叶痕又给她换了套新的睡衣,看她一言不发的坐在那里发呆,他坐下来问:“怎么了,有什么不开心的?”
秋沫摇摇头。
外面的风声呼呼,海风卷着巨浪拍打在黑色的礁石上。
她心中生起一股莫名的担心,将头转向窗外问:“是暴风雨吗?”
“很大的一场暴风雨,如果现在有船只在海上,恐怕瞬间就会被吞没。”叶痕说得轻描淡写,拍了拍她的脸说:“早点睡,明天我带你出去走走,你不是喜欢后院的罂粟吗?它今天开花了。”
秋沫摸了摸纱布包缠的眼睛,“我可以闻它的味道。”
“你喜欢怎样都行。”他在她额头上吻了一下,喜欢她此时乖巧温顺的样子,他发现,他的情绪很容易受到她的影响,她对他稍微温柔一点,他就会觉得喜悦铺天盖地,可她一惹他生气,他就会气得脑袋都要炸了。
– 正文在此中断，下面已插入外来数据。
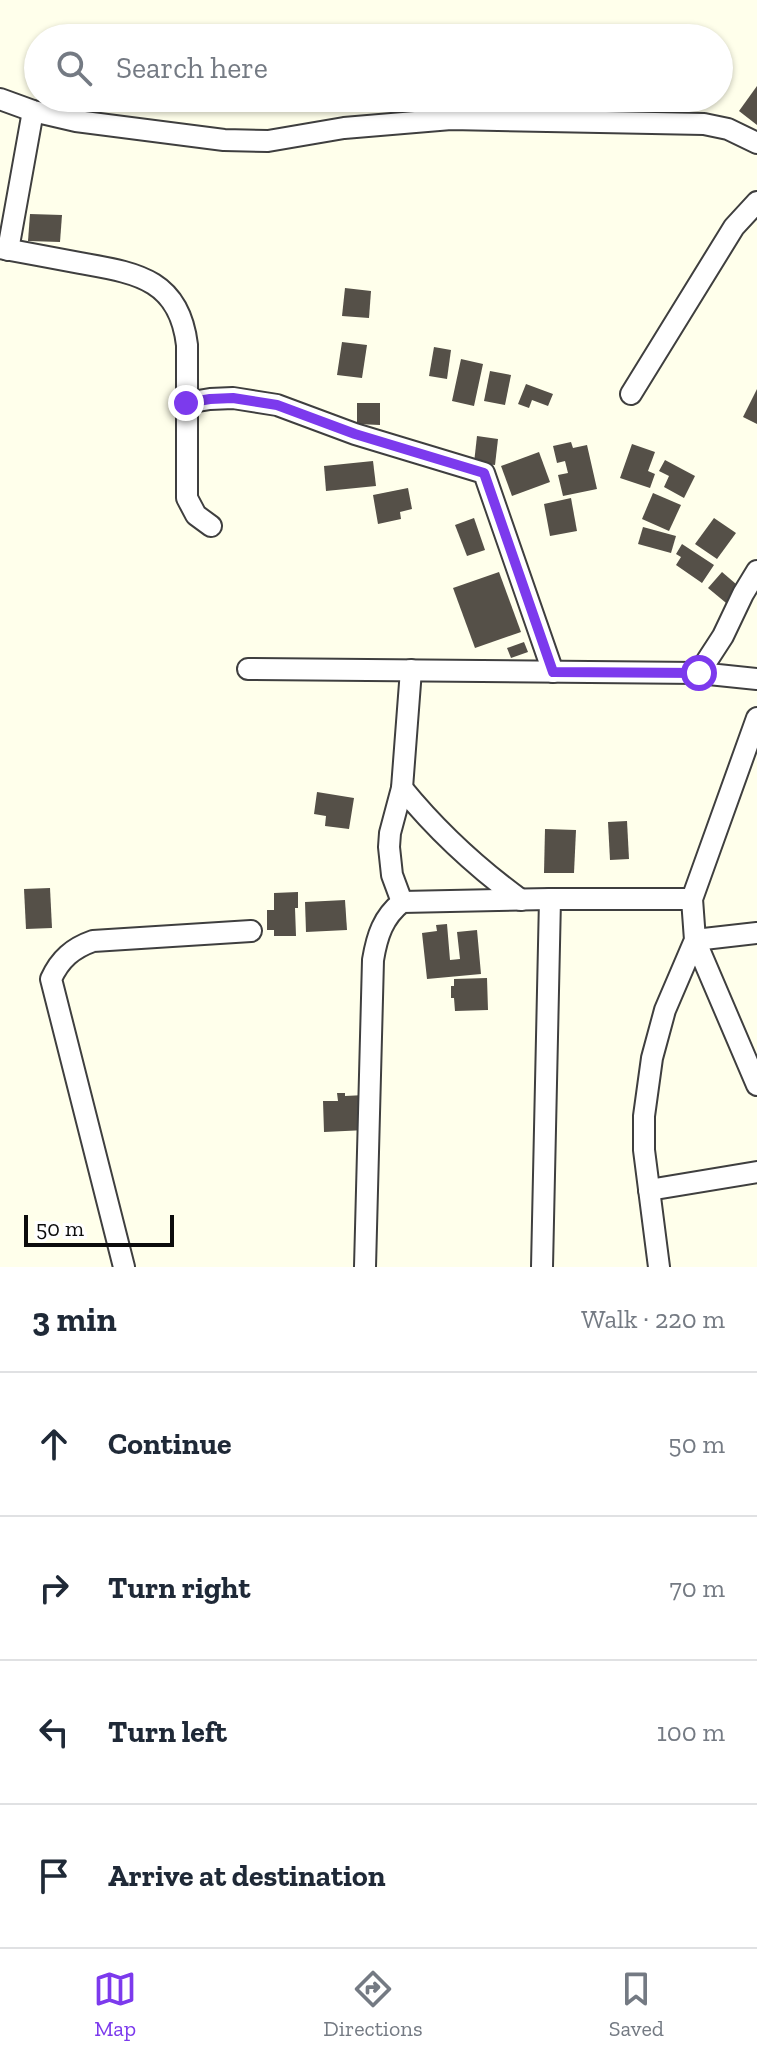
<!DOCTYPE html>
<html lang="en">
<head>
<meta charset="utf-8">
<style>
  :root { --surface:#fff; --page:#f2f2f3; --text:#1f2937; --muted:#747a83; --line:#e0e1e3; --accent:#7c3aed }
  body { margin:0; font-family:"Zilla Slab",serif; background:var(--page); color:var(--text) }
  .scale { position:absolute; left:24px; bottom:20px; width:150px; box-sizing:border-box; padding-left:8px; border:4px solid #0c0c0c; border-top:0; font-size:22px; line-height:28px; white-space:nowrap; color:#0c0c0c; -webkit-text-stroke:6px #fff; paint-order:stroke }
  .stop { position:absolute; width:24px; height:24px; margin:-18px; border:6px solid #7c3aed; border-radius:50%; background:#fff }
  .stop.end { background:#7c3aed; border-color:#fff; box-shadow:0 2px 8px #0008 }
  .list { margin:0; padding:0; list-style:none }
  h2 { display:flex; justify-content:space-between; align-items:center; height:104px; margin:0; padding:0 32px; font-size:34px }
  h2 small { font-size:26px; font-weight:400; color:var(--muted) }
  .list li { display:grid; grid-template-columns:52px 1fr auto; gap:24px; align-items:center; box-sizing:border-box; height:144px; padding:0 32px; border-top:2px solid var(--line) }
  .list b { display:block; font-size:30px; white-space:nowrap }
  .list em { font-size:26px; font-style:normal; color:var(--muted) }
  .icon { flex:none; width:44px; height:44px; fill:none; stroke:currentColor; stroke-width:2; stroke-linecap:round; stroke-linejoin:round }
  .map { position:relative; flex:none; width:757px; height:1267px; overflow:hidden }
  .search { position:absolute; background:var(--surface); box-shadow:0 2px 6px #0004; left:24px; right:24px; top:24px; height:88px; display:flex; align-items:center; gap:20px; box-sizing:border-box; padding:0 28px; border-radius:44px; color:var(--muted); font-size:30px }
  .sheet { height:680px; background:var(--surface) }
  nav { display:flex; justify-content:space-around; align-items:center; box-sizing:border-box; height:112px; border-top:2px solid var(--line); background:var(--surface); font-size:22px; color:var(--muted) }
  nav a { display:grid; justify-items:center; gap:4px }
  nav .on { color:var(--accent) }
  .map>svg:first-child { display:block }
  .building { fill:#555048 }
  .lines { fill:none; stroke-linecap:round; stroke-linejoin:round }
  .street-casing { stroke:#3f3f3f; stroke-width:24 }
  .street { stroke:#fff; stroke-width:20 }
  .route { stroke:#7c3aed; stroke-width:10 }
</style>
</head>
<body>
<div class="map">
<svg width="757" height="1267" viewBox="0 0 757 1267">
  <rect width="100%" height="100%" fill="#ffffeb"/>
  <g class="building">
    <path d="M757,86V125L739,111Z"/>
    <path d="M30,214L62,215L60,242L28,241Z"/>
    <path d="M345,288L371,291L369,318L342,316Z"/>
    <path d="M342,342L367,345L362,378L337,375Z"/>
    <path d="M434,347L451,350L447,379L429,376Z"/>
    <path d="M461,359L483,364L474,406L452,401Z"/>
    <path d="M490,371L511,375L505,405L484,401Z"/>
    <path d="M526,384L553,394L548,406L532,400L529,408L518,404Z"/>
    <path d="M757,389V424L743,417Z"/>
    <path d="M357,403H380V425L357,424Z"/>
    <path d="M477,436L498,439L495,465L474,463Z"/>
    <path d="M571,442L573,448L587,445L597,489L563,496L558,475L568,473L565,461L557,463L553,446Z"/>
    <path d="M632,444L655,452L648,471L655,474L650,488L620,478Z"/>
    <path d="M539,452L550,482L512,496L501,466Z"/>
    <path d="M665,460L695,476L684,498L664,487L669,476L659,471Z"/>
    <path d="M373,461L376,486L326,491L324,466Z"/>
    <path d="M408,488L412,509L400,512L401,519L378,524L373,495Z"/>
    <path d="M653,493L681,505L669,531L642,519Z"/>
    <path d="M571,498L577,531L550,536L544,504Z"/>
    <path d="M474,518L485,550L467,556L455,525Z"/>
    <path d="M714,518L736,533L717,559L695,544Z"/>
    <path d="M643,527L676,536L671,553L638,544Z"/>
    <path d="M682,544L714,565L702,583L676,565L681,557L676,554Z"/>
    <path d="M499,572L521,632L475,648L453,588Z"/>
    <path d="M722,572L750,596L737,612L708,588Z"/>
    <path d="M524,642L528,652L511,658L507,648Z"/>
    <path d="M317,792L354,798L349,829L325,826L326,816L314,814Z"/>
    <path d="M627,821L629,859L610,860L608,822Z"/>
    <path d="M545,829L576,830L574,873H544Z"/>
    <path d="M50,888L52,928L26,929L24,889Z"/>
    <path d="M298,892V908H295L296,936H274V930H267V910H274V893Z"/>
    <path d="M345,900L347,930L306,932L305,902Z"/>
    <path d="M447,924L450,960L460,959L457,932L477,930L481,974L427,979L422,933L437,931L436,925Z"/>
    <path d="M487,978L488,1010L455,1011L454,998H451V986H454V979Z"/>
    <path d="M337,1093H345V1096L365,1095L366,1130L324,1132L323,1101H338Z"/>
  </g>
  <g class="lines">
    <defs>
      <g id="street">
        <path d="M0,99L33,111L76,121L224,140L268,141L344,128L451,119L704,124L728,129L757,143"/>
        <path d="M0,248C27,253 53,258 80,263C135,273 179,278 187,345V498L196,515L211,526"/>
        <path d="M8,250L33,111"/>
        <path d="M631,394L734,227L757,202"/>
        <path d="M186,403L210,399L233,398L277,405L355,434L484,473L553,672"/>
        <path d="M757,571L743,594L723,636L699,673L757,679"/>
        <path d="M248,669L699,673"/>
        <path d="M402,788C437,831 476,867 521,900"/>
        <path d="M402,902L392,875L389,847L390,833L402,788L411,670"/>
        <path d="M757,933L695,940L757,1085"/>
        <path d="M649,1190L757,1172"/>
        <path d="M124,1267L51,979C60,959 73,948 93,941L251,931"/>
        <path d="M365,1267L373,960C377,936 383,917 402,902L550,899H692"/>
        <path d="M542,1267L550,899"/>
        <path d="M659,1267L644,1150V1116L652,1058L665,1010L695,940L692,899L757,718"/>
      </g>
    </defs>
    <use href="#street" class="street-casing"/>
    <use href="#street" class="street"/>
  </g>
  <g class="lines">
    <path class="route" d="M186,403L210,399L233,398L277,405L355,434L484,473L553,672L699,673"/>
  </g>
</svg>
<div class="scale">50 m</div>
<div class="stop" style="left:699px;top:673px"></div>
<div class="stop end" style="left:186px;top:403px"></div>
<div class="search"><svg class="icon" aria-label="search" viewBox="0 0 24 24"><circle cx="10" cy="10" r="6"/><path d="M15 15l6 6"/></svg>Search here</div>
</div>
<section class="sheet">
<h2>3 min<small>Walk · 220 m</small></h2>
<ul class="list">
<li><svg class="icon" aria-label="ahead" viewBox="0 0 24 24"><path d="M12 20V5M6 11l6-6 6 6"/></svg><div><b>Continue</b></div><em>50 m</em></li>
<li><svg class="icon" aria-label="right" viewBox="0 0 24 24"><path d="M7 20v-9h11M14 6l5 5-5 5"/></svg><div><b>Turn right</b></div><em>70 m</em></li>
<li><svg class="icon" aria-label="left" viewBox="0 0 24 24"><path d="M17 20v-9H6M10 6l-5 5 5 5"/></svg><div><b>Turn left</b></div><em>100 m</em></li>
<li><svg class="icon" aria-label="arrive" viewBox="0 0 24 24"><path d="M6 21V4h12l-3 4 3 4H6"/></svg><div><b>Arrive at destination</b></div></li>
</ul>
</section>
<nav>
<a class="on"><svg class="icon" aria-label="map" viewBox="0 0 24 24"><path d="M3 6l6-2 6 2 6-2v14l-6 2-6-2-6 2zM9 4v14M15 6v14"/></svg>Map</a>
<a><svg class="icon" aria-label="directions" viewBox="0 0 24 24"><path d="M12 3l9 9-9 9-9-9zM9 14v-3h6M13 9l2 2-2 2"/></svg>Directions</a>
<a><svg class="icon" aria-label="saved" viewBox="0 0 24 24"><path d="M7 4h10v16l-5-4-5 4z"/></svg>Saved</a>
</nav>
</body>
</html>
想到此,他禁不住惩罚般的捏了捏她的脸蛋:“小妖精。”
叶痕走后,秋沫将脸转到窗户的方向,不知道为什么,她总觉得心里一阵阵惊悸,好像那海上有什么恶魔怪物一般。
她用手指摩擦着腕上的秋芒,心里在惦惦念的想着那个人,不知道他在遥远的那一边过得还好吗?
冷肖现在过得并不好,他和炎天若坐在小艇上一直飘了一天一夜,最后所有的粮食和水都用光了。
炎天若双臂搭在船舷上,有气无力的说:“冷肖,我下辈子绝对不和你做兄弟,我他妈的上辈子可能就是被你拖累死的。”
“那好吧,看你活得这么痛苦,我就来帮你一把。”冷肖探过半个身子。
“你想干什么?”炎天洛双手护胸:“不会这个时候,你想要xxoo我吧。”
冷肖皱起眉头:“我是想把你扔到海里,让你死快一点。”
“你他妈的没人性啊。”炎天洛大叫。
冷肖忽然做出一个嘘的动作,然后挺起身子向前面看去。
风暴已经小了下去,就在远处层层叠叠的大雾中,似乎有一丝光芒正在摇曳。
灯塔?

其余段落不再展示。